[Saved entries]
Start of Block

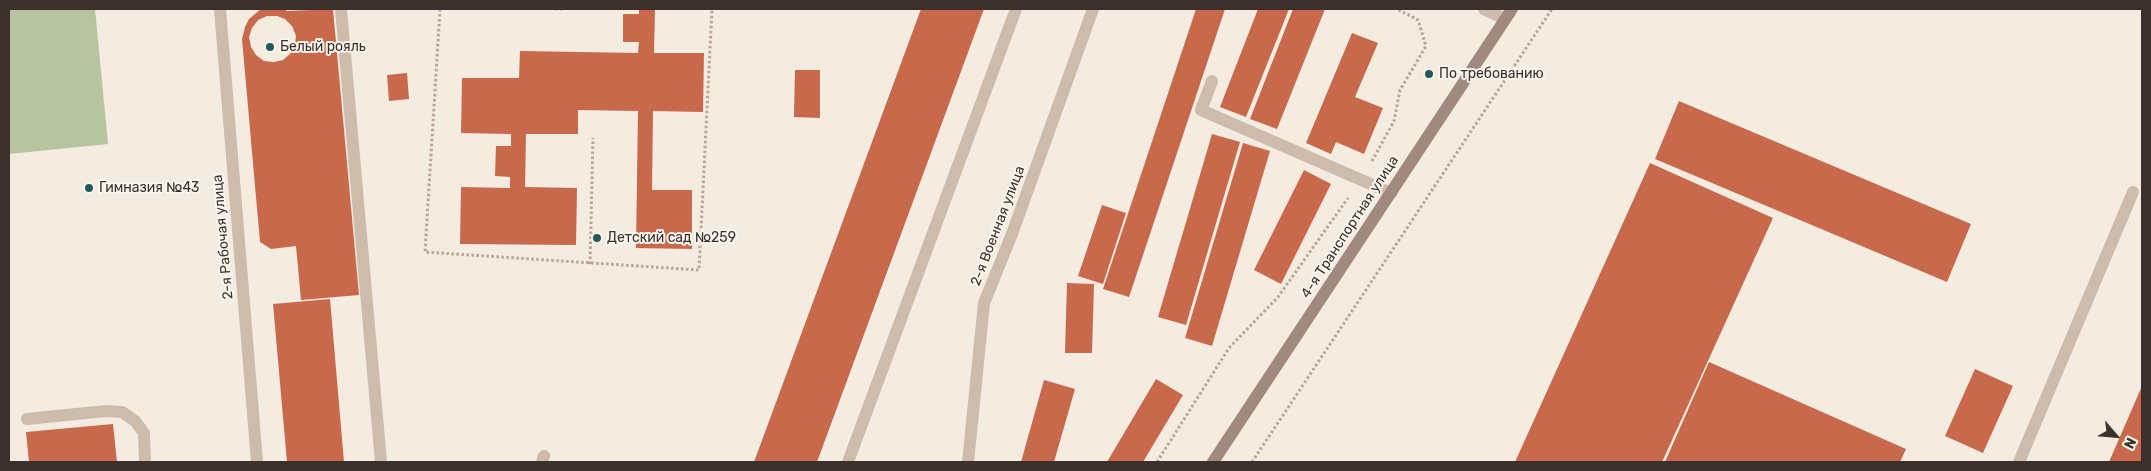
<!DOCTYPE html>
<meta charset="utf-8">
<style>
body{margin:0}
#map{position:relative;width:2151px;height:471px;overflow:hidden;background:#f4ebe1;font-family:Rubik,sans-serif}
canvas{display:block}
.frame{position:absolute;inset:0;border:10px solid #3b302b;pointer-events:none}
.north{position:absolute;left:2091px;top:411px;width:50px;height:50px;-webkit-text-stroke:4px #fbf5ee;paint-order:stroke;rotate:117deg;font-size:14px;font-weight:700;line-height:20px;text-align:center;color:#3b302b}
.north::after{content:'';display:block;margin:auto;width:18px;height:22px;background:#3b302b;clip-path:polygon(50% 0,100% 100%,50% 72%,0 100%)}
</style>
<div id="map">
<canvas width="2151" height="471"></canvas>
<div class="frame"></div>
<div class="north">N</div>
</div>
<script>
const context = document.querySelector('canvas').getContext('2d');
context.lineJoin = 'round';
function paint(path, color) { context.fillStyle = color; context.fill(path, 'evenodd'); }
const poly = rows => new Path2D(rows.map(r => 'M' + r).join(''));
function stroke(path, color, width, dash) { context.strokeStyle = color; context.lineWidth = width; context.lineCap = dash ? 'butt' : 'round'; context.setLineDash(dash || []); context.stroke(path); }
function label(font, color, halo, rows, align = 'center') {
  context.font = font + ' Rubik,sans-serif'; context.lineWidth = 4; context.setLineDash([]); context.textBaseline = 'middle'; context.strokeStyle = halo; context.fillStyle = color; for (const [text, x, y, turn = 0] of rows) {
    context.save(); context.translate(x, y); context.rotate((+turn || 0) * Math.PI / 180); context.textAlign = isNaN(turn) ? turn : align; if (halo) context.strokeText(text, 0, 0); context.fillText(text, 0, 0); context.restore();
  }
}
paint(poly([
 [9,9,95,9,108,144,9,154]
]), '#b8c4a0');
paint(poly([
 [261,9,284,9,287,11,333,9,359,295,301,300,296,246,271,249,260,242,242,39,245,27,249,19],
 [267,16,277,16,285,19,292,26,296,36,295,45,290,54,283,60,274,62,264,61,256,55,251,47,249,37,252,28,258,20],
 [639,9,655,9,654,53,704,53,703,112,653,111,652,190,692,190,692,249,636,248,638,111,578,110,578,134,526,134,525,187,577,188,576,245,460,244,461,187,510,188,510,177,495,176,496,146,511,146,511,134,461,133,462,78,519,78,520,51,638,53,639,42,623,42,623,14,639,14],
 [921,9,984,9,817,462,754,462],
 [1196,9,1225,9,1129,297,1103,289],
 [1258,9,1289,9,1246,117,1220,107],
 [1293,9,1325,9,1277,129,1250,119],
 [1352,33,1378,43,1355,97,1383,108,1364,154,1336,142,1331,154,1306,143],
 [795,70,820,70,820,118,794,117],
 [407,73,409,99,389,101,387,75],
 [1679,101,1971,224,1947,282,1655,159],
 [1212,134,1240,142,1186,325,1158,317],
 [1243,143,1270,151,1212,346,1185,338],
 [1650,163,1773,218,1662,462,1515,462],
 [1304,170,1331,184,1281,284,1254,270],
 [1102,205,1126,213,1103,284,1078,276],
 [1067,283,1094,284,1092,353,1065,353],
 [330,299,344,462,287,462,273,304],
 [1709,362,1906,449,1900,462,1665,462],
 [1975,369,2013,386,1983,453,1945,436],
 [1156,379,1183,395,1143,462,1107,462],
 [1044,380,1075,389,1054,462,1021,462],
 [2142,386,2142,462,2109,462],
 [113,424,117,462,29,462,26,432]
]), '#c8694b');
stroke(poly([
 [440,9,425,252,699,270,712,9],
 [555,9,563,9],
 [1372,161,1394,121,1400,90,1426,46,1418,20,1397,9],
 [590,264,593,138],
 [1157,462,1229,348,1278,297,1348,198],
 [1252,462,1552,9]
]), '#b9a596', 3, [2.5, 2.5]);
stroke(poly([
 [341,9,381,462],
 [1484,9,1505,19],
 [1212,81,1201,110,1391,193],
 [27,419,106,411,122,412,135,421,144,433,145,462],
 [542,462,544,456],
 [848,462,1016,9],
 [968,462,984,303,1012,234,1093,9],
 [2019,462,2133,192]
]), '#cdbbac', 12);
stroke(poly([
 [220,9,257,462]
]), '#cdbbac', 12);
stroke(poly([
 [1213,462,1512,9]
]), '#a18a7d', 12);
for (const [x, y, r, color] of [
 [270,47,5,"#1f5a5e"],
 [1429,74,5,"#1f5a5e"],
 [89,188,5,"#1f5a5e"],
 [597,238,5,"#1f5a5e"]
]) { const dot = new Path2D(); dot.arc(x, y, r, 0, 2 * Math.PI); context.fillStyle = color; context.fill(dot); stroke(dot, '#fbf5ee', 2); }
label('14px', '#3b302b', '#fbf5ee', [
 ["Белый рояль",280,47],
 ["По требованию",1439,74],
 ["Гимназия №43",99,188],
 ["Детский сад №259",607,238]
], 'left');
label('14px', '#3b302b', '#fbf5ee', [
 ["2-я Военная улица",998,226,-69],
 ["4-я Транспортная улица",1350,227,-57],
 ["2-я Рабочая улица",223,237,-95]
]);
</script>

End of Block

§ **Instructions for the task**: Both ends included, copy word for word the lines from the top of the entries above through the line with "[9,9,95,9,108,144,9,154]". No pictures.

§ **The completed task**:
<!DOCTYPE html>
<meta charset="utf-8">
<style>
body{margin:0}
#map{position:relative;width:2151px;height:471px;overflow:hidden;background:#f4ebe1;font-family:Rubik,sans-serif}
canvas{display:block}
.frame{position:absolute;inset:0;border:10px solid #3b302b;pointer-events:none}
.north{position:absolute;left:2091px;top:411px;width:50px;height:50px;-webkit-text-stroke:4px #fbf5ee;paint-order:stroke;rotate:117deg;font-size:14px;font-weight:700;line-height:20px;text-align:center;color:#3b302b}
.north::after{content:'';display:block;margin:auto;width:18px;height:22px;background:#3b302b;clip-path:polygon(50% 0,100% 100%,50% 72%,0 100%)}
</style>
<div id="map">
<canvas width="2151" height="471"></canvas>
<div class="frame"></div>
<div class="north">N</div>
</div>
<script>
const context = document.querySelector('canvas').getContext('2d');
context.lineJoin = 'round';
function paint(path, color) { context.fillStyle = color; context.fill(path, 'evenodd'); }
const poly = rows => new Path2D(rows.map(r => 'M' + r).join(''));
function stroke(path, color, width, dash) { context.strokeStyle = color; context.lineWidth = width; context.lineCap = dash ? 'butt' : 'round'; context.setLineDash(dash || []); context.stroke(path); }
function label(font, color, halo, rows, align = 'center') {
  context.font = font + ' Rubik,sans-serif'; context.lineWidth = 4; context.setLineDash([]); context.textBaseline = 'middle'; context.strokeStyle = halo; context.fillStyle = color; for (const [text, x, y, turn = 0] of rows) {
    context.save(); context.translate(x, y); context.rotate((+turn || 0) * Math.PI / 180); context.textAlign = isNaN(turn) ? turn : align; if (halo) context.strokeText(text, 0, 0); context.fillText(text, 0, 0); context.restore();
  }
}
paint(poly([
 [9,9,95,9,108,144,9,154]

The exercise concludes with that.